Stored data entries
-------------------------
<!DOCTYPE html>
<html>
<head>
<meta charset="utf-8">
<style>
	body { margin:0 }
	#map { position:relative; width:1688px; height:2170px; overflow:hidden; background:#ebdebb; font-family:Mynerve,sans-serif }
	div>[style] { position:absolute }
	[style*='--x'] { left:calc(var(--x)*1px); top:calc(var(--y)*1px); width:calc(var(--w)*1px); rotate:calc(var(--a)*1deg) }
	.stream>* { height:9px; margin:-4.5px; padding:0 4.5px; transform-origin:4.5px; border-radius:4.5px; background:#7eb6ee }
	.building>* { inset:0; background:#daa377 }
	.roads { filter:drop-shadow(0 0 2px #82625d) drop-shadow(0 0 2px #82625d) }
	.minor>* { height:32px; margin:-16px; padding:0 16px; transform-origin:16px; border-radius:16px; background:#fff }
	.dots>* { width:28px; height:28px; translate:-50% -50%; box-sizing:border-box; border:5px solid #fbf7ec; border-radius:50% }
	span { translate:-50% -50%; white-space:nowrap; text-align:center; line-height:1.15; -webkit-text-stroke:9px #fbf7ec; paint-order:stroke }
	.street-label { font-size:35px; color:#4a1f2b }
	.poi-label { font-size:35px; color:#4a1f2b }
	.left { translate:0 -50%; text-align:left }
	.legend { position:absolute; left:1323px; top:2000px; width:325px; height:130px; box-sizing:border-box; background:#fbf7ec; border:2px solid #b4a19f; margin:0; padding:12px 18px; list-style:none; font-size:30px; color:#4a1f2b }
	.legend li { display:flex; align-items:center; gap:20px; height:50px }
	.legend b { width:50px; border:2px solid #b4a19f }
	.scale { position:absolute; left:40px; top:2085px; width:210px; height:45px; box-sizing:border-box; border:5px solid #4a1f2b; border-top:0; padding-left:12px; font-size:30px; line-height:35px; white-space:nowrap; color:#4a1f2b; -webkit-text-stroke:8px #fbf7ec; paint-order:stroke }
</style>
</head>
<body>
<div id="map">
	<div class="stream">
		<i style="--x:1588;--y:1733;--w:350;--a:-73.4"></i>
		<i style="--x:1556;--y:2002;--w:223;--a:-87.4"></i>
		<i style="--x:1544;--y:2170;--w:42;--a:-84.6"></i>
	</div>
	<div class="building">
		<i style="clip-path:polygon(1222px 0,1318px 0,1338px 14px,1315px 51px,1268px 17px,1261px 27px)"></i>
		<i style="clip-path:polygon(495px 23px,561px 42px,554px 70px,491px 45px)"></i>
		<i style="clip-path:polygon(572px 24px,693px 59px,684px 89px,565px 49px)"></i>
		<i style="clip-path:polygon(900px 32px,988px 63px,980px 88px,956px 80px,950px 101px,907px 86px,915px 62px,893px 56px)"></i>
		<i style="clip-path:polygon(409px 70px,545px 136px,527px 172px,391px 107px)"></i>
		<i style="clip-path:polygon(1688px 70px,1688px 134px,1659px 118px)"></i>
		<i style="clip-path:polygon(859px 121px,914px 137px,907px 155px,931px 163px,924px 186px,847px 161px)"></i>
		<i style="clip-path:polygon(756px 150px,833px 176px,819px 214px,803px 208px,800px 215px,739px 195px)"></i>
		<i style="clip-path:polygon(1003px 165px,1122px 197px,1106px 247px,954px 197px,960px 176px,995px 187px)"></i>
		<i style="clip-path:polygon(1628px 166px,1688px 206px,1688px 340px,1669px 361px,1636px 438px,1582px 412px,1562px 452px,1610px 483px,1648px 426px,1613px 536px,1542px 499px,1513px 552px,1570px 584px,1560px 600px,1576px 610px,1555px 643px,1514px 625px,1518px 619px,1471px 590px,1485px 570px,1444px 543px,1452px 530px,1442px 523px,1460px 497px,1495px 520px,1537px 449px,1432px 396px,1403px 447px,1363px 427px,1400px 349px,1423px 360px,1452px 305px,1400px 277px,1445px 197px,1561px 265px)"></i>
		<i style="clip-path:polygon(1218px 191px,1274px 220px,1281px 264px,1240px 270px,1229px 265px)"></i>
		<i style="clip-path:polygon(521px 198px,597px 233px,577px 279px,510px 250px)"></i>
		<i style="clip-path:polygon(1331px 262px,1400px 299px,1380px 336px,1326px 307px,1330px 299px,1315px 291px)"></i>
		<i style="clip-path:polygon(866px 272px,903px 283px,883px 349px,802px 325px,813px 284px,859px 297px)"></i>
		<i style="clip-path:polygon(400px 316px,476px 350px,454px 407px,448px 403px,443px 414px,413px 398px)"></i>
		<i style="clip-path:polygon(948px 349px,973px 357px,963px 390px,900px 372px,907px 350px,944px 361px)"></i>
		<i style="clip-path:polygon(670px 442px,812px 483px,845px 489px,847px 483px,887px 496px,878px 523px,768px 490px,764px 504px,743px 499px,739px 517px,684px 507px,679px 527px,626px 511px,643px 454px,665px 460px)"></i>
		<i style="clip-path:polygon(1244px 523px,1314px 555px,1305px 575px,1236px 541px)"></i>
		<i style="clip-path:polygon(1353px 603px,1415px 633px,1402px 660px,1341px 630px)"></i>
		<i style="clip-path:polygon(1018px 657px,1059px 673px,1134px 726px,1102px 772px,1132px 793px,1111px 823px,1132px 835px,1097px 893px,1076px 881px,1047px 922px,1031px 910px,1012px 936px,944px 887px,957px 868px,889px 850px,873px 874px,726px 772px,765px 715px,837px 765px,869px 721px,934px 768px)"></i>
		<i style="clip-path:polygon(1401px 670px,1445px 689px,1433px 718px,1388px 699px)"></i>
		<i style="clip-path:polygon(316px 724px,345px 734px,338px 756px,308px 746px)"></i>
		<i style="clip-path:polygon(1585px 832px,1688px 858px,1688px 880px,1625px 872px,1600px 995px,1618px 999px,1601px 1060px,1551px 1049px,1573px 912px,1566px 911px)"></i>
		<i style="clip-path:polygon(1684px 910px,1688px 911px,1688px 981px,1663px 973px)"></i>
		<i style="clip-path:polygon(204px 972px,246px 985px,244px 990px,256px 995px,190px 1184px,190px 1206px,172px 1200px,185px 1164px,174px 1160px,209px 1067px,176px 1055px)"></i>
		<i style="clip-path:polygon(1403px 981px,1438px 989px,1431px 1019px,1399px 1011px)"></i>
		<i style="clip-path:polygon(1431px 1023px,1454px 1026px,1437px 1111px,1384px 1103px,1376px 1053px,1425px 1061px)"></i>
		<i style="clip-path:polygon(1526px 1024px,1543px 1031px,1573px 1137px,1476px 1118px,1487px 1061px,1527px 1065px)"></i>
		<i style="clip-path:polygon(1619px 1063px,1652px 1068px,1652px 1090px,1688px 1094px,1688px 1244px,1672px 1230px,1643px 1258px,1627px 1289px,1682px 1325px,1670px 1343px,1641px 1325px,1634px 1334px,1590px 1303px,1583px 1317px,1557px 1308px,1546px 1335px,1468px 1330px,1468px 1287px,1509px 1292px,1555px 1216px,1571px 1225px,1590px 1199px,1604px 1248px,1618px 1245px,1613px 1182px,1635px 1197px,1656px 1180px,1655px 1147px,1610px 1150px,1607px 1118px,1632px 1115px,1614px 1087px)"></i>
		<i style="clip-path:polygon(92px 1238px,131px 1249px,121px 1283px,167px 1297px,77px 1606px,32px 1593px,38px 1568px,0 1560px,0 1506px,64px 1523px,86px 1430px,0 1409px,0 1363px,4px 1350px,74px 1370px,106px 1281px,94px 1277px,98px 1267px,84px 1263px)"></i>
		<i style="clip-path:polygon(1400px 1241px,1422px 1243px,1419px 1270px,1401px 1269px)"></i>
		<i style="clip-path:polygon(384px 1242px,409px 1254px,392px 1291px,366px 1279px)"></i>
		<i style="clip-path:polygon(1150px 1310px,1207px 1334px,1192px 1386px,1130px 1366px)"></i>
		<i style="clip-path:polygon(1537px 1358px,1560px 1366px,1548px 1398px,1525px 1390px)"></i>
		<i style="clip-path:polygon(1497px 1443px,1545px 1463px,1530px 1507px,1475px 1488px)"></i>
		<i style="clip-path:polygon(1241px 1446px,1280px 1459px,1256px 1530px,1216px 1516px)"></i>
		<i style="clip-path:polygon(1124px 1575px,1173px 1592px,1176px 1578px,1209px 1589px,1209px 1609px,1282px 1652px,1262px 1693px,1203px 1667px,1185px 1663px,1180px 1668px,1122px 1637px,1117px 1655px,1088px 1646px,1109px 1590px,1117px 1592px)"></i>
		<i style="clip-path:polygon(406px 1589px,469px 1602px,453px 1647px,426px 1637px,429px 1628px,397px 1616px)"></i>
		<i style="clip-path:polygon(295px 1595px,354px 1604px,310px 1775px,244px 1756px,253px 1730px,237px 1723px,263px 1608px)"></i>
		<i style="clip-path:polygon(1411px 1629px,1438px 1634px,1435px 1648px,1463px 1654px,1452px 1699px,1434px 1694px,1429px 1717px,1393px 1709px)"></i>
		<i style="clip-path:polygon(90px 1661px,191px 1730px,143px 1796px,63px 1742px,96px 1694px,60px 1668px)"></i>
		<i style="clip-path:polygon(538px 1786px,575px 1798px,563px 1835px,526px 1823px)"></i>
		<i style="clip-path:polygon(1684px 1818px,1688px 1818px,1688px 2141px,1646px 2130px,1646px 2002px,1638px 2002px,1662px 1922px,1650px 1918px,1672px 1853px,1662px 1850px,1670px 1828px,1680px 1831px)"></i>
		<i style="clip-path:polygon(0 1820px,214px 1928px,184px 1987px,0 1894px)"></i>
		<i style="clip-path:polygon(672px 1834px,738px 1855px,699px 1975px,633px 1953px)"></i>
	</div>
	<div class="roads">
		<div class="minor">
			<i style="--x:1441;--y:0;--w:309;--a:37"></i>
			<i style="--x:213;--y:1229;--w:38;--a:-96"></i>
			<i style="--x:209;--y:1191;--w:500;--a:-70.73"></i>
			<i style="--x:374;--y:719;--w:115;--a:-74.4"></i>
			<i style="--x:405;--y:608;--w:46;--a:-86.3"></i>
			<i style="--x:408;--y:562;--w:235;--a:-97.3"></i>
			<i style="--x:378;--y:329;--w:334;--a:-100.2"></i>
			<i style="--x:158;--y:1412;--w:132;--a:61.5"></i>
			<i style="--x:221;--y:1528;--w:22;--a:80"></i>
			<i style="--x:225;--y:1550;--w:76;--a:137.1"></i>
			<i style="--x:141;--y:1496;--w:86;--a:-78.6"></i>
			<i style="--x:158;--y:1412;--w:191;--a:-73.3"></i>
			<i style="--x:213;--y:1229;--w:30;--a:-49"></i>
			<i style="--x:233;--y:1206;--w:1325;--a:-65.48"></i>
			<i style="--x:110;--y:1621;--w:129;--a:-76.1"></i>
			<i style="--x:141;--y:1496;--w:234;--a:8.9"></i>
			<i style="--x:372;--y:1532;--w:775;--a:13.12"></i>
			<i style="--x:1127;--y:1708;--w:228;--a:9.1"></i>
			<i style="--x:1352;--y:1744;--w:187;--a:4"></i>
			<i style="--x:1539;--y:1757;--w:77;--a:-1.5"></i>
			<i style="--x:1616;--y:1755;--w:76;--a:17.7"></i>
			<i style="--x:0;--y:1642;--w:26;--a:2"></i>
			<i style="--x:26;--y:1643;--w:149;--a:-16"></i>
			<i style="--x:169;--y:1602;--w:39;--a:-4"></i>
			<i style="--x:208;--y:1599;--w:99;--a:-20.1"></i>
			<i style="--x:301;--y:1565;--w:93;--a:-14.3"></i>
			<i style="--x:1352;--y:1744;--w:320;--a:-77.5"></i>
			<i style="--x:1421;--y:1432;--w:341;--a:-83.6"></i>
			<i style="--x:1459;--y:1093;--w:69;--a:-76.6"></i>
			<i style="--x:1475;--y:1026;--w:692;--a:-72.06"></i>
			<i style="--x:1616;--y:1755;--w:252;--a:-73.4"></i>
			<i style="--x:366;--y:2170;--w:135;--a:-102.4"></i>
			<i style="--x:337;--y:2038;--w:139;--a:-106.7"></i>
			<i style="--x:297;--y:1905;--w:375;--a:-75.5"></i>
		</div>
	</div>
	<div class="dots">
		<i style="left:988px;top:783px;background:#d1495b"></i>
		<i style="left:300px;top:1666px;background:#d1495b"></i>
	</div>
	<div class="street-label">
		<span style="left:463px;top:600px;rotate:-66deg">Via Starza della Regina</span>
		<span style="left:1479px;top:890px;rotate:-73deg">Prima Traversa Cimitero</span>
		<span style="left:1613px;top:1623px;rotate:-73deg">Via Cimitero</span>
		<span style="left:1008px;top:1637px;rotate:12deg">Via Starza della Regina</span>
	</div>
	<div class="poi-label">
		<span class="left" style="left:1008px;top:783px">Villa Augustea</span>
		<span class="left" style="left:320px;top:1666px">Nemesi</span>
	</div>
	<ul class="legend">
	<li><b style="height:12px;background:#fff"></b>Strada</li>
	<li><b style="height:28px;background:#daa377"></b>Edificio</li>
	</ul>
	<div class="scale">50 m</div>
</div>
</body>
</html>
-------------------------
Exercise: Quote the records above from their first line through the line containing "width:28px; height:28px; translate:-50%", both ends included.

Result for this exercise:
<!DOCTYPE html>
<html>
<head>
<meta charset="utf-8">
<style>
	body { margin:0 }
	#map { position:relative; width:1688px; height:2170px; overflow:hidden; background:#ebdebb; font-family:Mynerve,sans-serif }
	div>[style] { position:absolute }
	[style*='--x'] { left:calc(var(--x)*1px); top:calc(var(--y)*1px); width:calc(var(--w)*1px); rotate:calc(var(--a)*1deg) }
	.stream>* { height:9px; margin:-4.5px; padding:0 4.5px; transform-origin:4.5px; border-radius:4.5px; background:#7eb6ee }
	.building>* { inset:0; background:#daa377 }
	.roads { filter:drop-shadow(0 0 2px #82625d) drop-shadow(0 0 2px #82625d) }
	.minor>* { height:32px; margin:-16px; padding:0 16px; transform-origin:16px; border-radius:16px; background:#fff }
	.dots>* { width:28px; height:28px; translate:-50% -50%; box-sizing:border-box; border:5px solid #fbf7ec; border-radius:50% }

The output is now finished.